**Exercise prompt:** What follows are records. Restate all of them word for word.

[Start of Attachment]

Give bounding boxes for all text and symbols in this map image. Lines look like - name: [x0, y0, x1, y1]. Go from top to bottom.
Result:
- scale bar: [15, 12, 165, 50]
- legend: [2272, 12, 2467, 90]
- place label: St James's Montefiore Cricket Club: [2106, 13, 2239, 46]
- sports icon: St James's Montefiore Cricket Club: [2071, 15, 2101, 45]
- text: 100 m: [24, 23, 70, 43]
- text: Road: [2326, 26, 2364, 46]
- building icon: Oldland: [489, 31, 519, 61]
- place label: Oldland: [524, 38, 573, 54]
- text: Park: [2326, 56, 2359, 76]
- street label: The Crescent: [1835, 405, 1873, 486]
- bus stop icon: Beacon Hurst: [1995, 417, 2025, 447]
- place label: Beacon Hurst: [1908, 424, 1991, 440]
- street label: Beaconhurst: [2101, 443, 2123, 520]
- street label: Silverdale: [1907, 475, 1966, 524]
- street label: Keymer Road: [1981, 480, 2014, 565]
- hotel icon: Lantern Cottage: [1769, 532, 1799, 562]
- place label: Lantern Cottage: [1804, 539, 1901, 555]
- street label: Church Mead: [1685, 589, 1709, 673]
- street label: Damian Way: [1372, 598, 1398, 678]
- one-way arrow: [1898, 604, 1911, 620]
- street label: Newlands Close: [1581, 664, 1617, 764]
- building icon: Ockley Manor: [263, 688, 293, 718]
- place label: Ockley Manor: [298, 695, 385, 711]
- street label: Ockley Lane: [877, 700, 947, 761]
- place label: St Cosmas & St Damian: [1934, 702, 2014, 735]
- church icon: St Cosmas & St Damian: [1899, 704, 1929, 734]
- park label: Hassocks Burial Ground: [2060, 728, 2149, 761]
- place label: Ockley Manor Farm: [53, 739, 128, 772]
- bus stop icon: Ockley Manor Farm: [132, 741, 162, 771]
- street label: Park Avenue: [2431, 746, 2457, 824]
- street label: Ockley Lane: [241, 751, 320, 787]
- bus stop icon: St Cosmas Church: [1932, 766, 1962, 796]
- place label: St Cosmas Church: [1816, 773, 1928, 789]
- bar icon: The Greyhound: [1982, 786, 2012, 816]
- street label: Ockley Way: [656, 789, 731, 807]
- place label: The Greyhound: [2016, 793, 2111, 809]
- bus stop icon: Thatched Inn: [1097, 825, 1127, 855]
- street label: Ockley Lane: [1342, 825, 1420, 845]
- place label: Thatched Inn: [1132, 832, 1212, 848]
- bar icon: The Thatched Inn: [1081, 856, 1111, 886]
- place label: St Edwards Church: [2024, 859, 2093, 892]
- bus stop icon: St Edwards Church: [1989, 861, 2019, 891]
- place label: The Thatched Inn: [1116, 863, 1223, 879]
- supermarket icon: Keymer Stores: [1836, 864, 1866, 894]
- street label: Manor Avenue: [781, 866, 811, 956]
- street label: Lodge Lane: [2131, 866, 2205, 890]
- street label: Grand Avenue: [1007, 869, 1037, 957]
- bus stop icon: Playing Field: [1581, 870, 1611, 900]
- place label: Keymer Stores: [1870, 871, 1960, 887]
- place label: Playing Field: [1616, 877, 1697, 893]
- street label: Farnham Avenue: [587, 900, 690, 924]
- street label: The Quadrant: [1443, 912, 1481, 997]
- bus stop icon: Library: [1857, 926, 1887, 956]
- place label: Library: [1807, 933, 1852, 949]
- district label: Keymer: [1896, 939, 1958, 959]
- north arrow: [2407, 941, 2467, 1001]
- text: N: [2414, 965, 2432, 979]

[End of Attachment]

**Task response:**
Give bounding boxes for all text and symbols in this map image. Lines look like - name: [x0, y0, x1, y1]. Go from top to bottom.
Result:
- scale bar: [15, 12, 165, 50]
- legend: [2272, 12, 2467, 90]
- place label: St James's Montefiore Cricket Club: [2106, 13, 2239, 46]
- sports icon: St James's Montefiore Cricket Club: [2071, 15, 2101, 45]
- text: 100 m: [24, 23, 70, 43]
- text: Road: [2326, 26, 2364, 46]
- building icon: Oldland: [489, 31, 519, 61]
- place label: Oldland: [524, 38, 573, 54]
- text: Park: [2326, 56, 2359, 76]
- street label: The Crescent: [1835, 405, 1873, 486]
- bus stop icon: Beacon Hurst: [1995, 417, 2025, 447]
- place label: Beacon Hurst: [1908, 424, 1991, 440]
- street label: Beaconhurst: [2101, 443, 2123, 520]
- street label: Silverdale: [1907, 475, 1966, 524]
- street label: Keymer Road: [1981, 480, 2014, 565]
- hotel icon: Lantern Cottage: [1769, 532, 1799, 562]
- place label: Lantern Cottage: [1804, 539, 1901, 555]
- street label: Church Mead: [1685, 589, 1709, 673]
- street label: Damian Way: [1372, 598, 1398, 678]
- one-way arrow: [1898, 604, 1911, 620]
- street label: Newlands Close: [1581, 664, 1617, 764]
- building icon: Ockley Manor: [263, 688, 293, 718]
- place label: Ockley Manor: [298, 695, 385, 711]
- street label: Ockley Lane: [877, 700, 947, 761]
- place label: St Cosmas & St Damian: [1934, 702, 2014, 735]
- church icon: St Cosmas & St Damian: [1899, 704, 1929, 734]
- park label: Hassocks Burial Ground: [2060, 728, 2149, 761]
- place label: Ockley Manor Farm: [53, 739, 128, 772]
- bus stop icon: Ockley Manor Farm: [132, 741, 162, 771]
- street label: Park Avenue: [2431, 746, 2457, 824]
- street label: Ockley Lane: [241, 751, 320, 787]
- bus stop icon: St Cosmas Church: [1932, 766, 1962, 796]
- place label: St Cosmas Church: [1816, 773, 1928, 789]
- bar icon: The Greyhound: [1982, 786, 2012, 816]
- street label: Ockley Way: [656, 789, 731, 807]
- place label: The Greyhound: [2016, 793, 2111, 809]
- bus stop icon: Thatched Inn: [1097, 825, 1127, 855]
- street label: Ockley Lane: [1342, 825, 1420, 845]
- place label: Thatched Inn: [1132, 832, 1212, 848]
- bar icon: The Thatched Inn: [1081, 856, 1111, 886]
- place label: St Edwards Church: [2024, 859, 2093, 892]
- bus stop icon: St Edwards Church: [1989, 861, 2019, 891]
- place label: The Thatched Inn: [1116, 863, 1223, 879]
- supermarket icon: Keymer Stores: [1836, 864, 1866, 894]
- street label: Manor Avenue: [781, 866, 811, 956]
- street label: Lodge Lane: [2131, 866, 2205, 890]
- street label: Grand Avenue: [1007, 869, 1037, 957]
- bus stop icon: Playing Field: [1581, 870, 1611, 900]
- place label: Keymer Stores: [1870, 871, 1960, 887]
- place label: Playing Field: [1616, 877, 1697, 893]
- street label: Farnham Avenue: [587, 900, 690, 924]
- street label: The Quadrant: [1443, 912, 1481, 997]
- bus stop icon: Library: [1857, 926, 1887, 956]
- place label: Library: [1807, 933, 1852, 949]
- district label: Keymer: [1896, 939, 1958, 959]
- north arrow: [2407, 941, 2467, 1001]
- text: N: [2414, 965, 2432, 979]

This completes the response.